Saved data entries:
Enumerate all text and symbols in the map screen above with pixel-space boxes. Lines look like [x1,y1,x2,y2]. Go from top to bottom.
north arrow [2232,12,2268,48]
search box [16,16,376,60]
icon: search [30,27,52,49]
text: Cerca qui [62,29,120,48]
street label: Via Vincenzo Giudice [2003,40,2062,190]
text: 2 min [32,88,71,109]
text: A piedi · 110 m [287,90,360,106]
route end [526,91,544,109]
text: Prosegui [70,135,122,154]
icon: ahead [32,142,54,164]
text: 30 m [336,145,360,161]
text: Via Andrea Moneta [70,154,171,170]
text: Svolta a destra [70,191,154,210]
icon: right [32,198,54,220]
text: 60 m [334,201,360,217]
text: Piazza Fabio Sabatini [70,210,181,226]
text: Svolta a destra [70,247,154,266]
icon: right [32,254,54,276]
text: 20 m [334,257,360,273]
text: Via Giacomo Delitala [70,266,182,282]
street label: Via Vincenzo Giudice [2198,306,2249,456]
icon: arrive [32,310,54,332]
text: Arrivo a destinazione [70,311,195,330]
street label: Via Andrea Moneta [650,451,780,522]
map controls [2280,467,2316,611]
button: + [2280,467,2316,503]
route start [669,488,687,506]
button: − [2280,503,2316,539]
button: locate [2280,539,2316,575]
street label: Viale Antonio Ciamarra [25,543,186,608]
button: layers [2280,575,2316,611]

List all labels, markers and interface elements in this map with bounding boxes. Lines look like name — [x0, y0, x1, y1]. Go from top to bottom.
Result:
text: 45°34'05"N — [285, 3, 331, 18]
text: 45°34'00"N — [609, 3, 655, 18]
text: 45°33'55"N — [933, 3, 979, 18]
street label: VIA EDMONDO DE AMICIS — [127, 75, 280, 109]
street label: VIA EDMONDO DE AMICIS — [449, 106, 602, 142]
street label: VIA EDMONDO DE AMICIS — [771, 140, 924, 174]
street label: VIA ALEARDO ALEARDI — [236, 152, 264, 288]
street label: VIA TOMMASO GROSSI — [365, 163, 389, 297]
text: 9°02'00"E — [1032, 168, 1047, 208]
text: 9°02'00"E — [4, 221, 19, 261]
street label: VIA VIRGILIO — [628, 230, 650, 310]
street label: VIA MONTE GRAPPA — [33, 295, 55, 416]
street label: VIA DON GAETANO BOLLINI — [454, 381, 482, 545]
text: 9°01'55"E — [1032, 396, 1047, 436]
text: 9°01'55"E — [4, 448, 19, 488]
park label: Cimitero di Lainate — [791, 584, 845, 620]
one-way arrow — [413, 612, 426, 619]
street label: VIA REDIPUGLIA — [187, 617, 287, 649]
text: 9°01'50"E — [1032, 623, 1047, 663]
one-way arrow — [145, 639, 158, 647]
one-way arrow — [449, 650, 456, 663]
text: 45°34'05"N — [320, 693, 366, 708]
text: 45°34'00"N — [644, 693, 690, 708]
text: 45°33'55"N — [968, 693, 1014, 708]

Required work: Return every record above exactly, line by line.

Finished exercise:
Enumerate all text and symbols in the map screen above with pixel-space boxes. Lines look like [x1,y1,x2,y2]. Go from top to bottom.
north arrow [2232,12,2268,48]
search box [16,16,376,60]
icon: search [30,27,52,49]
text: Cerca qui [62,29,120,48]
street label: Via Vincenzo Giudice [2003,40,2062,190]
text: 2 min [32,88,71,109]
text: A piedi · 110 m [287,90,360,106]
route end [526,91,544,109]
text: Prosegui [70,135,122,154]
icon: ahead [32,142,54,164]
text: 30 m [336,145,360,161]
text: Via Andrea Moneta [70,154,171,170]
text: Svolta a destra [70,191,154,210]
icon: right [32,198,54,220]
text: 60 m [334,201,360,217]
text: Piazza Fabio Sabatini [70,210,181,226]
text: Svolta a destra [70,247,154,266]
icon: right [32,254,54,276]
text: 20 m [334,257,360,273]
text: Via Giacomo Delitala [70,266,182,282]
street label: Via Vincenzo Giudice [2198,306,2249,456]
icon: arrive [32,310,54,332]
text: Arrivo a destinazione [70,311,195,330]
street label: Via Andrea Moneta [650,451,780,522]
map controls [2280,467,2316,611]
button: + [2280,467,2316,503]
route start [669,488,687,506]
button: − [2280,503,2316,539]
button: locate [2280,539,2316,575]
street label: Viale Antonio Ciamarra [25,543,186,608]
button: layers [2280,575,2316,611]

List all labels, markers and interface elements in this map with bounding boxes. Lines look like name — [x0, y0, x1, y1]. Go from top to bottom.
Result:
text: 45°34'05"N — [285, 3, 331, 18]
text: 45°34'00"N — [609, 3, 655, 18]
text: 45°33'55"N — [933, 3, 979, 18]
street label: VIA EDMONDO DE AMICIS — [127, 75, 280, 109]
street label: VIA EDMONDO DE AMICIS — [449, 106, 602, 142]
street label: VIA EDMONDO DE AMICIS — [771, 140, 924, 174]
street label: VIA ALEARDO ALEARDI — [236, 152, 264, 288]
street label: VIA TOMMASO GROSSI — [365, 163, 389, 297]
text: 9°02'00"E — [1032, 168, 1047, 208]
text: 9°02'00"E — [4, 221, 19, 261]
street label: VIA VIRGILIO — [628, 230, 650, 310]
street label: VIA MONTE GRAPPA — [33, 295, 55, 416]
street label: VIA DON GAETANO BOLLINI — [454, 381, 482, 545]
text: 9°01'55"E — [1032, 396, 1047, 436]
text: 9°01'55"E — [4, 448, 19, 488]
park label: Cimitero di Lainate — [791, 584, 845, 620]
one-way arrow — [413, 612, 426, 619]
street label: VIA REDIPUGLIA — [187, 617, 287, 649]
text: 9°01'50"E — [1032, 623, 1047, 663]
one-way arrow — [145, 639, 158, 647]
one-way arrow — [449, 650, 456, 663]
text: 45°34'05"N — [320, 693, 366, 708]
text: 45°34'00"N — [644, 693, 690, 708]
text: 45°33'55"N — [968, 693, 1014, 708]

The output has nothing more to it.